Maksymilian Ciężki (/pl/; Samter, Province of Posen (now Szamotuły, Poland), 24 November 1898 - 9 November 1951 in London, England) was the head of the Polish Cipher Bureau's German section (BS–4) in the 1930s, during which time—from December 1932—the Bureau decrypted German Enigma messages.

During the German invasion of Poland in September 1939, Ciężki escaped to France to continue work on breaking Enigma ciphers. In 1943 he was captured by the Germans and interned in an S.S. concentration camp.

==Career==
In the 1930s, Ciężki, as an army captain, was chief of the Polish General Staff Cipher Bureau's German section (Biuro Szyfrów-4, abbreviated BS-4). This section "broke" (decrypted) German Enigma machine ciphers. Ciężki was also deputy to the Cipher Bureau's chief, Major (later, Lt. Col.) Gwido Langer, and in addition supervised the radio-intercept stations at Starogard in the Polish Corridor, at Poznań in western Poland, and at Krzesławice, near Kraków in southern Poland.

In March 1943, now-Major Ciężki, Lt. Col. Langer, Lt. Antoni Palluth and civilians Edward Fokczyński and Kazimierz Gaca were betrayed by their French guide and captured by the Germans as they attempted to cross from German-occupied France into Spain.

Ciężki and Langer were sent to an SS concentration camp where, during interrogations, they managed to protect the secret of Enigma decryption. They convinced their interrogators that, while the Poles had had some success with solving the Enigma early on, changes introduced by the Germans just before the start of the war had prevented any further decryption.

Palluth, Fokczyński and Gaca — according to Col. Stefan Mayer, prewar chief of the intelligence department in Section II of the Polish General Staff — likewise "were acquainted to the last detail with the... breaking [of] Enigma. They were kept by [the] Germans in most awful conditions [at a time] when [the] Enigma secret was still of great importance for the Western Allies. Langer and his four comrades did not reveal [it] to the Germans, thus [making it possible to continue] exploiting this source of [intelligence] till the end of the war."

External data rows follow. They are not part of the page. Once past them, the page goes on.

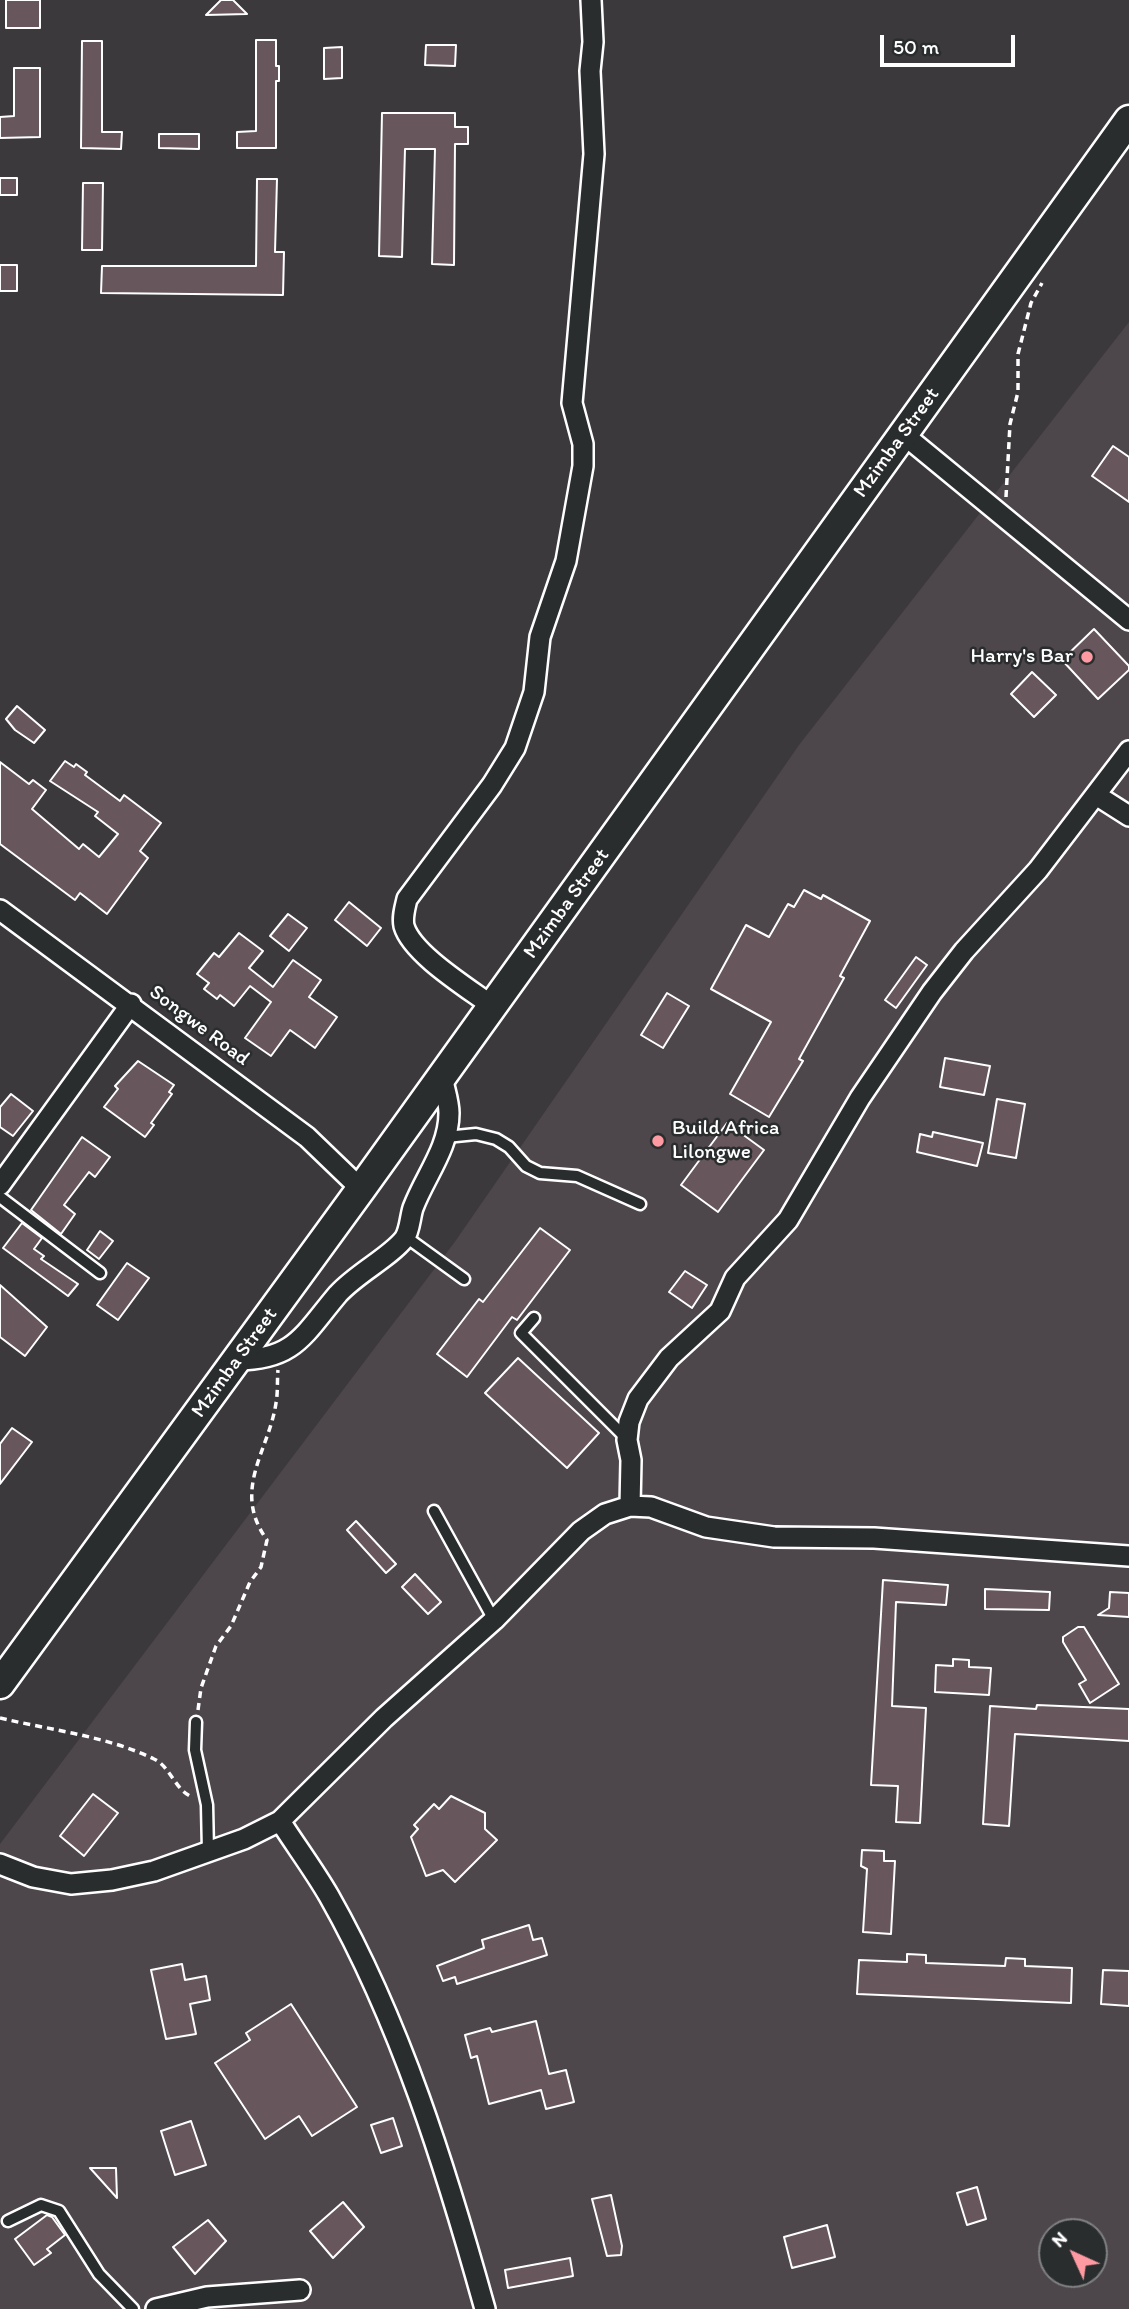 <!DOCTYPE html>
<style>
body{margin:0}
#map{position:relative;width:1129px;height:2309px;overflow:hidden;background:#3c393c;font-family:Itim,sans-serif}
canvas{display:block}
.north{position:absolute;left:1038px;top:2218px;width:70px;height:70px;box-sizing:border-box;background:#2a2d2e;border:2px solid #7f8182;border-radius:50%;rotate:315deg;font-size:19px;font-weight:700;line-height:28px;text-align:center;color:#fff}
.north::after{content:'';display:block;margin:auto;width:24px;height:32px;background:#ff9aa2;clip-path:polygon(50% 0,100% 100%,50% 72%,0 100%)}
.scale{position:absolute;left:880px;top:35px;width:135px;height:32px;box-sizing:border-box;border:4px solid #fff;border-top:0;padding-left:9px;font-size:21px;line-height:24px;white-space:nowrap;color:#fff;-webkit-text-stroke:5px #2a2d2e;paint-order:stroke}
</style>
<div id="map">
<canvas width="1129" height="2309"></canvas>
<div class="north">N</div>
<div class="scale">50 m</div>
</div>
<script>
const context = document.querySelector('canvas').getContext('2d');
context.lineJoin = 'round';
function paint(path, color) { context.fillStyle = color; context.fill(path, 'evenodd'); }
function trace(path, color, width, dash) { context.strokeStyle = color; context.lineWidth = width; context.lineCap = dash ? 'butt' : 'round'; context.setLineDash(dash || []); context.stroke(path); }
function write(font, color, halo, rows, align = 'center') {
  context.font = font + ' Itim,sans-serif'; context.lineWidth = 5; context.setLineDash([]); context.textBaseline = 'middle'; context.strokeStyle = halo; context.fillStyle = color; for (const [text, x, y, turn = 0] of rows) {
    context.save(); context.translate(x, y); context.rotate((+turn || 0) * Math.PI / 180); context.textAlign = isNaN(turn) ? turn : align; if (halo) context.strokeText(text, 0, 0); context.fillText(text, 0, 0); context.restore();
  }
}
paint(new Path2D(`
 M1129,322V2309H0V1844L454,1243L799,745ZM1052,2232H1094V2274H1052Z`), '#4d464a');
const building = new Path2D(`
 M6,0H40V28H6Z
 M221,0H233L247,14L206,15Z
 M256,40H276V66H279V81H276V148H237V132L256,131Z
 M82,41H102V132H122L121,149L81,148Z
 M426,45H456L455,66L425,65Z
 M342,47V78L324,79V48Z
 M14,68H40V137L0,138V117L14,116Z
 M382,113H455V127H468V144H455L454,265L432,264L435,149H405L402,257L379,256Z
 M159,134H199V149L159,148Z
 M0,178H17V195H0Z
 M257,179H277L275,252H284L283,295L101,293L102,266H256Z
 M83,183H103L102,250H82Z
 M0,265H17V291H0Z
 M1113,446L1129,457V502L1092,476Z
 M1094,629L1129,666V670L1098,699L1062,660Z
 M1032,672L1056,695L1034,717L1011,694Z
 M17,706L45,730L34,743L15,730L6,719Z
 M65,761L74,767L76,764L87,772L85,775L120,801L124,795L161,823L140,851L148,858L107,914L80,893L75,900L0,844V762L29,784L33,780L46,790L32,809L79,849L83,844L99,857L118,834L95,816L98,812L50,781Z
 M804,890L821,899L823,895L870,921L840,976L844,978L799,1059L803,1061L769,1117L730,1094L771,1022L711,989L746,925L769,937L788,904L794,907Z
 M349,902L381,928L367,946L335,920Z
 M288,914L307,928L289,951L270,936Z
 M239,933L263,951L249,968L273,987L293,960L321,980L309,997L337,1017L315,1048L290,1030L271,1056L245,1038L271,1002L250,986L234,1006L220,995L217,999L204,989L209,983L197,974L214,953L219,957Z
 M916,957L927,965L896,1008L885,1000Z
 M667,993L689,1006L663,1048L641,1035Z
 M945,1058L990,1066L984,1095L940,1087Z
 M138,1061L174,1085L169,1092L172,1094L151,1123L154,1125L145,1137L104,1107L118,1089L115,1086Z
 M11,1094L33,1111L13,1136L0,1127V1107Z
 M997,1099L1025,1104L1016,1158L988,1153Z
 M727,1123L764,1150L718,1212L681,1185Z
 M933,1132L983,1143L977,1166L917,1152L920,1134L932,1137Z
 M82,1137L110,1157L95,1177L89,1172L64,1205L75,1214L61,1234L31,1210Z
 M22,1223L42,1238L34,1249L44,1256L41,1259L78,1284L68,1296L3,1248Z
 M540,1228L570,1250L517,1320L512,1317L467,1377L437,1354L479,1299L483,1302Z
 M100,1231L113,1241L99,1259L87,1250Z
 M127,1263L149,1278L118,1320L97,1305Z
 M685,1271L707,1285L692,1308L669,1292Z
 M0,1285L47,1327L25,1356L0,1337Z
 M518,1358L599,1433L567,1468L485,1393Z
 M12,1428L32,1442L0,1484V1444Z
 M356,1521L396,1564L386,1573L347,1530Z
 M415,1574L441,1602L428,1614L402,1587Z
 M883,1580L948,1585L946,1605L896,1602L892,1706L926,1708L920,1823L896,1822L898,1786L871,1785Z
 M985,1589L1050,1592L1049,1610L985,1609Z
 M1110,1592L1129,1593V1617L1098,1615L1109,1608Z
 M1078,1627H1084L1119,1684L1090,1703L1079,1684L1086,1680L1063,1642V1637Z
 M953,1659L969,1660V1667L991,1668L989,1695L935,1692L936,1665L953,1666Z
 M1037,1705L1129,1709V1741L1015,1734L1009,1826L983,1824L990,1706L1036,1709Z
 M93,1794L118,1813L84,1856L60,1836Z
 M451,1796L485,1813V1829L497,1840L455,1882L443,1870L426,1876L411,1837L418,1829L414,1825L434,1804L439,1809Z
 M862,1850L884,1851V1861H895L891,1934L863,1932L867,1869L861,1866Z
 M529,1925L533,1940L542,1938L547,1955L457,1984L455,1977L443,1981L437,1966L484,1948L482,1940Z
 M907,1954L926,1955V1963L1005,1966L1006,1958L1025,1959V1966L1072,1968L1071,2003L857,1994L859,1960L907,1962Z
 M182,1964L185,1980L206,1976L210,2000L190,2004L196,2034L166,2039L151,1970Z
 M1103,1970L1129,1971V2006L1101,2004Z
 M291,2004L357,2107L312,2136L299,2116L265,2139L215,2063L250,2040L246,2033Z
 M536,2021L549,2074L566,2070L574,2102L546,2109L541,2090L489,2104L477,2056L471,2058L465,2035L490,2028L492,2032Z
 M393,2118L402,2146L381,2153L371,2125Z
 M191,2121L206,2165L175,2175L161,2131Z
 M90,2168H116L117,2198Z
 M977,2187L986,2219L967,2225L957,2193Z
 M611,2195L622,2246L621,2255L607,2256L592,2199Z
 M343,2202L364,2227L333,2258L310,2231Z
 M47,2215L52,2217L65,2235L47,2249L51,2253L34,2265L15,2239Z
 M208,2220L226,2241L195,2274L173,2247Z
 M827,2225L835,2257L792,2268L784,2237Z
 M570,2258L573,2276L508,2288L505,2270Z`);
paint(building, '#67565c');
trace(building, '#fff', 2);
const service = new Path2D(`
 M446,1137L476,1134L496,1139L509,1147L526,1166L540,1173L577,1176L640,1204
 M0,1197L100,1273
 M406,1237L464,1279
 M534,1318L521,1333L626,1438
 M434,1511L494,1620
 M196,1722L195,1750L207,1805L208,1851
 M8,2221L41,2205L59,2211L99,2274L133,2309`);
const minor = new Path2D(`
 M903,434L1129,620
 M1096,795L1129,816
 M0,910L307,1137L361,1189
 M492,1006C468,988 412,954 404,926C402,917 405,908 407,899L492,785L515,748L534,692L540,637L566,561L583,466V444L572,403L594,154L590,71L593,42L591,0
 M0,1185L131,1004
 M237,1360C295,1360 304,1334 338,1294C357,1273 390,1257 404,1239C410,1231 410,1217 413,1208C425,1176 449,1148 449,1113C449,1101 444,1088 442,1076
 M630,1506L631,1460L627,1440L629,1422L638,1399L669,1358L720,1311L735,1278L788,1220L860,1098L932,992L964,951L1038,870L1129,751
 M280,1821C296,1846 314,1870 329,1896C401,2023 446,2169 485,2309
 M0,1864L33,1877L71,1884L112,1880L154,1871L244,1839L280,1821L384,1718L494,1620L581,1531L605,1514L630,1506L651,1507L706,1527L774,1537L874,1538L1129,1556
 M156,2309L207,2297L300,2290`);
const secondary = new Path2D(`
 M0,1684L361,1189L1129,120`);
trace(service, '#fff', 15);
trace(minor, '#fff', 24);
trace(secondary, '#fff', 33);
trace(new Path2D(`
 M1006,497L1010,424L1018,392V354L1031,303L1042,283
 M198,1710L201,1688L216,1646L231,1626L250,1582L261,1567L267,1540C231,1490 269,1451 276,1403C278,1393 277,1381 278,1370
 M0,1718C50,1730 107,1736 154,1759C170,1766 175,1790 192,1797`), '#fff', 3.5, [7, 5]);
trace(service, '#2a2d2e', 10);
trace(minor, '#2a2d2e', 19);
trace(secondary, '#2a2d2e', 28);
for (const [x, y, r, color] of [
 [1087,657,7,"#ff9aa2"],
 [658,1141,7,"#ff9aa2"]
]) { const dot = new Path2D(); dot.arc(x, y, r, 0, 2 * Math.PI); context.fillStyle = color; context.fill(dot); trace(dot, '#2a2d2e', 2.5); }
write('21px', '#fff', '#2a2d2e', [
 ["Mzimba Street",897,443,-54],
 ["Mzimba Street",567,904,-54],
 ["Songwe Road",199,1026,37],
 ["Mzimba Street",235,1363,-54]
]);
write('21px', '#fff', '#2a2d2e', [
 ["Harry's Bar",1073,657],
 ["Build Africa",672,1129,"left"],
 ["Lilongwe",672,1153,"left"]
], 'right');
</script>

In mid-1945, liberated, Major Ciężki and Lt. Colonel Langer arrived in London, where they were badly received by Colonel Gano, chief of the Polish Section II in Britain. Gano had believed a distorted account by Lt. Colonel Bertrand that represented the failure to evacuate Langer's group from France as having been due to Langer's hesitation and lack of nerve. Langer and Ciężki were sent to a Polish signals camp at Kinross, Scotland, where Langer, bitter, disappointed, and convinced that he had been betrayed by the French when they no longer had need of him, died on 30 March 1948.

Ciężki died on 9 November 1951, after living the last three years on subsidies from the Assistance Board.